I start to read by the window and then hear piano music drifting up from the hotel parlor. Last night the desk clerk told us that the treasure who is Thomas Bopp would not be playing this week. Curiously I walked down to discover to my great delight that Thomas was indeed at the grand piano. I take a chair and plan on settling in for the evening. I don’t think I’ve missed a summer in thirty years where I haven’t listened to him play classic jazz standards and tell his stories of old Yosemite complete with camp songs from a hundred and fifty years ago. He is a musicologist and a park historian. There are only five or six other people in the room yet we are all rapt with joy. Thomas’s repertoire includes Cole Porter, Johnny Mercer, Noel Coward, interspersed with his witty commentary on the less than savory lifestyles of some of the singers and composers.
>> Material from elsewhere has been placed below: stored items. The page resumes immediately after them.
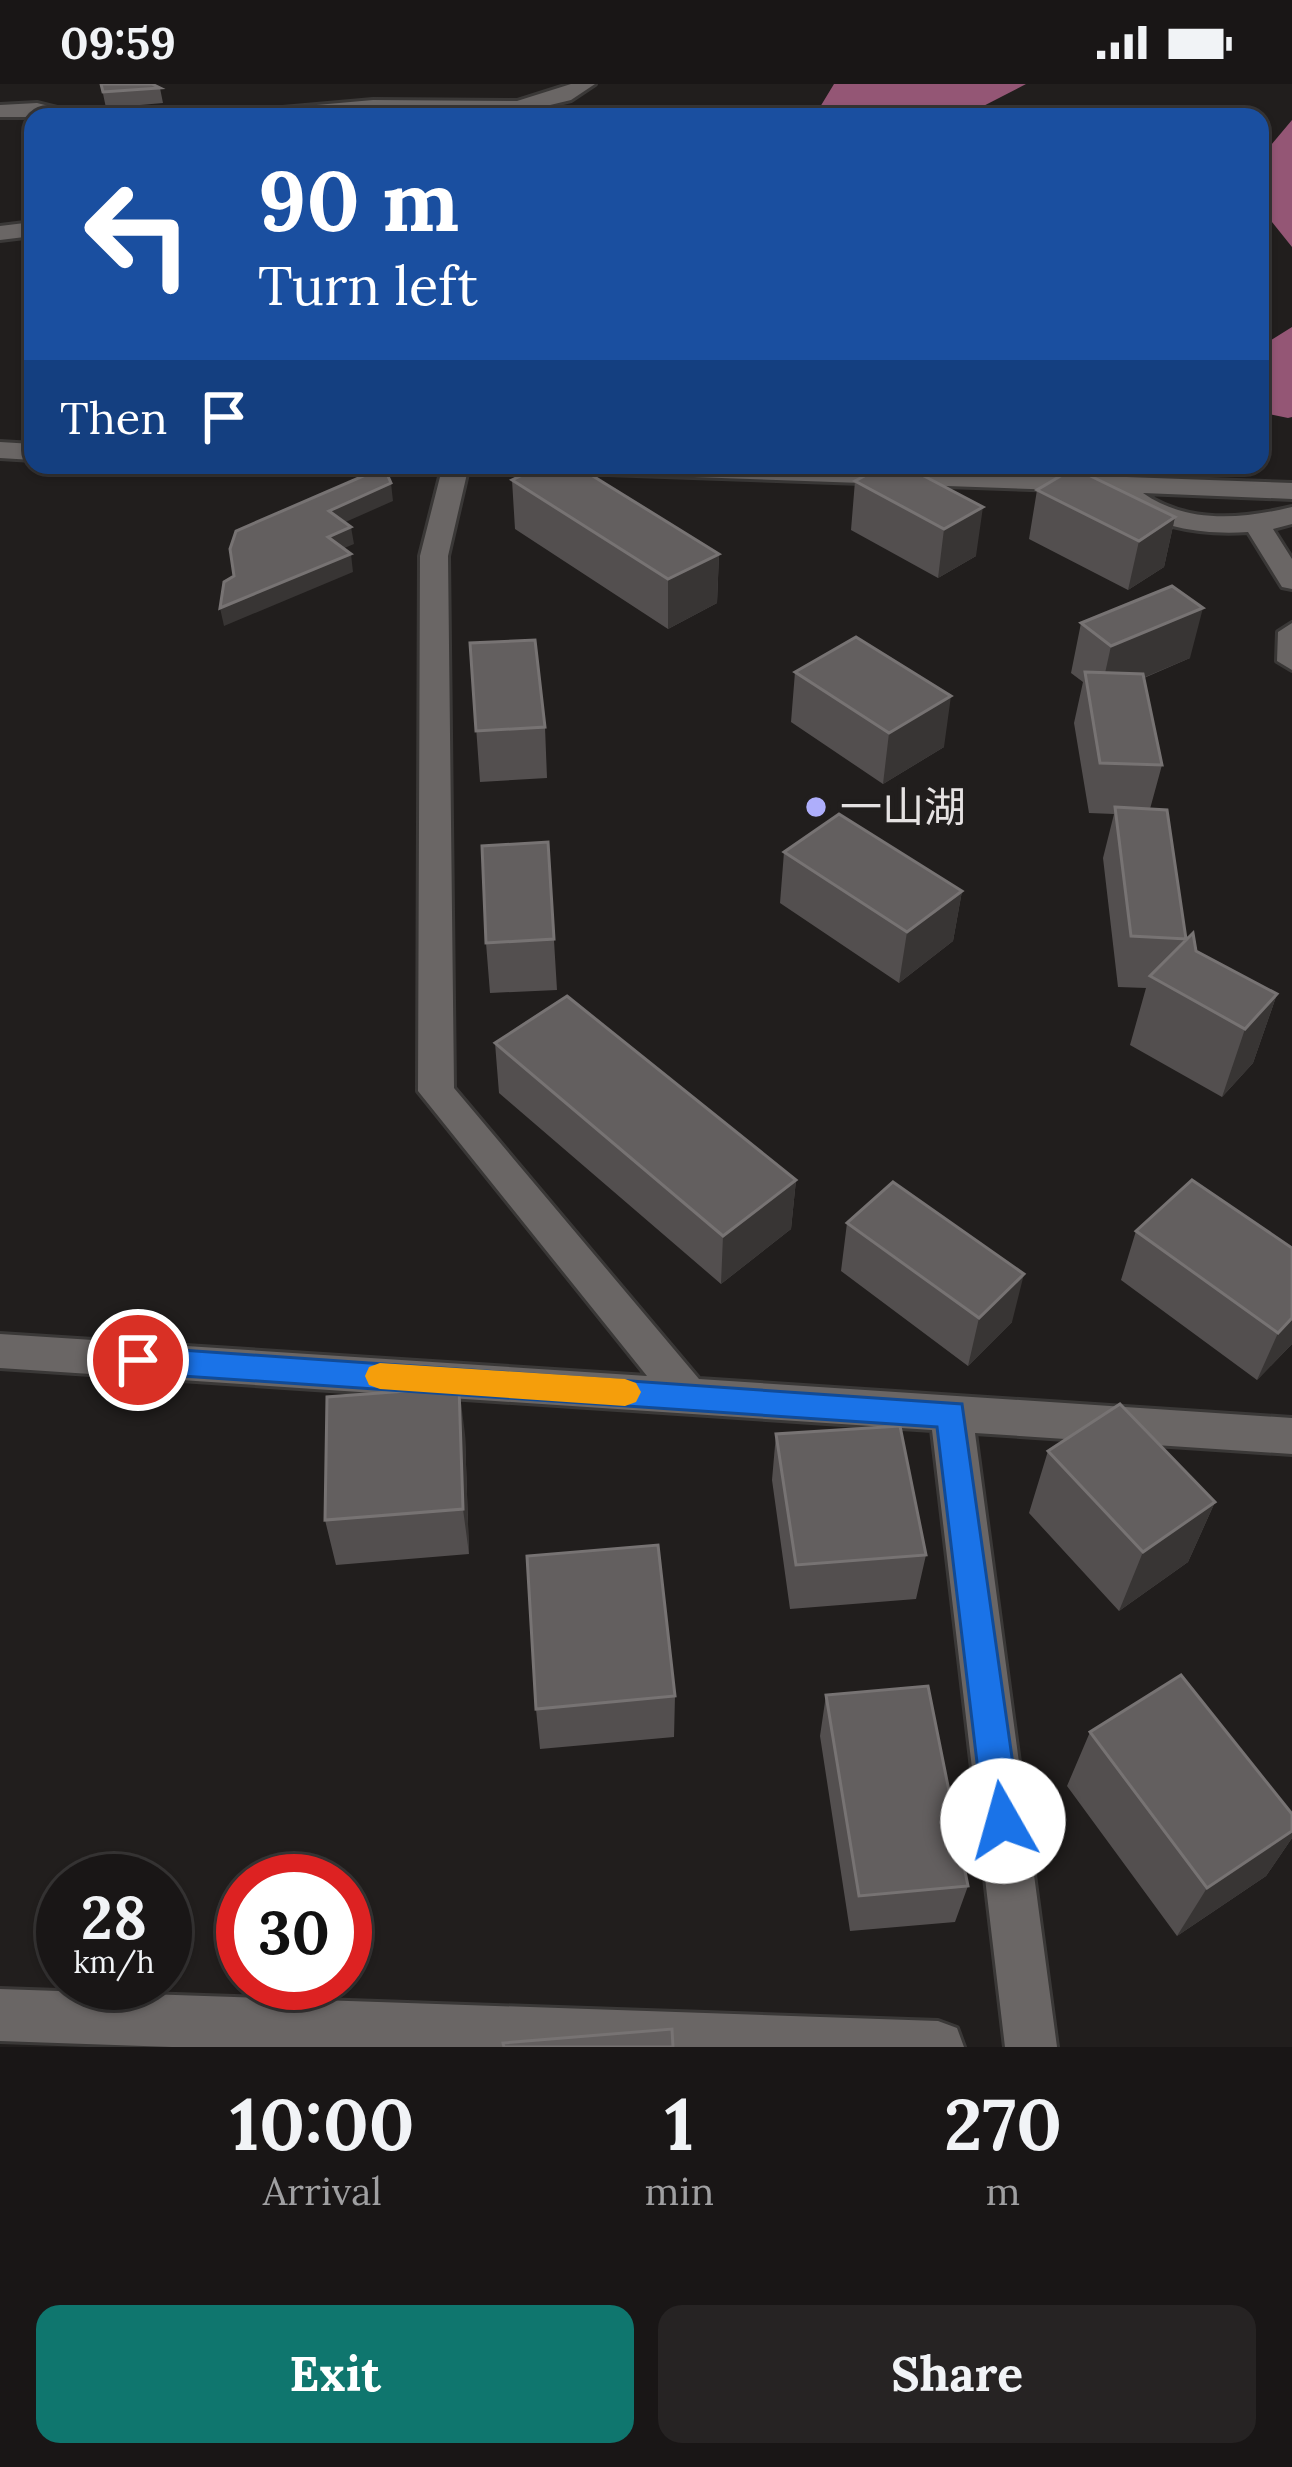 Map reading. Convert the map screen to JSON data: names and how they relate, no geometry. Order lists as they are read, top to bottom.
{
  "places": ["一山湖"],
  "page": {
    "status": "09:59",
    "turn": ["90 m", "Turn left"],
    "then": "Then",
    "speed": "28 km/h",
    "limit": "30",
    "eta": [
      "10:00",
      "Arrival",
      "1",
      "min",
      "270",
      "m"
    ],
    "buttons": ["Exit", "Share"]
  }
}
I always learn something new sitting here and tonight he sings some Dave Frishberg songs. I’ll look him up when I get home.
Thomas takes a break and I go over to the dining room and there is exactly one small table available. I have a good piece of salmon. The Wawona has never been known for great food or prompt service. ( I sat in the lounge for over an hour and the waitress ignored the room completely) But my waiter was nice and the bartender remembered me from last night so I was given a hefty pour.
My check comes as I hear the piano starting again across the lobby. I freshen my whiskey and find my chair as I left it. More jazz and Thomas and I trade some stories and he loves hearing about my old friend Jean Benjamin who learned to play Skylark from Hoagy Carmichael himself. The rendition I heard tonight was certainly on par with Jean’s. He plays a few more Hoagy songs and several from Cole Porter; I Concentrate on You, Miss Otis Regrets and I’ve Got You Under My Skin. Soon it’s ten o’clock, closing time. Thomas plays a few minutes past curfew so as to complete a one-song-leads-to-another story.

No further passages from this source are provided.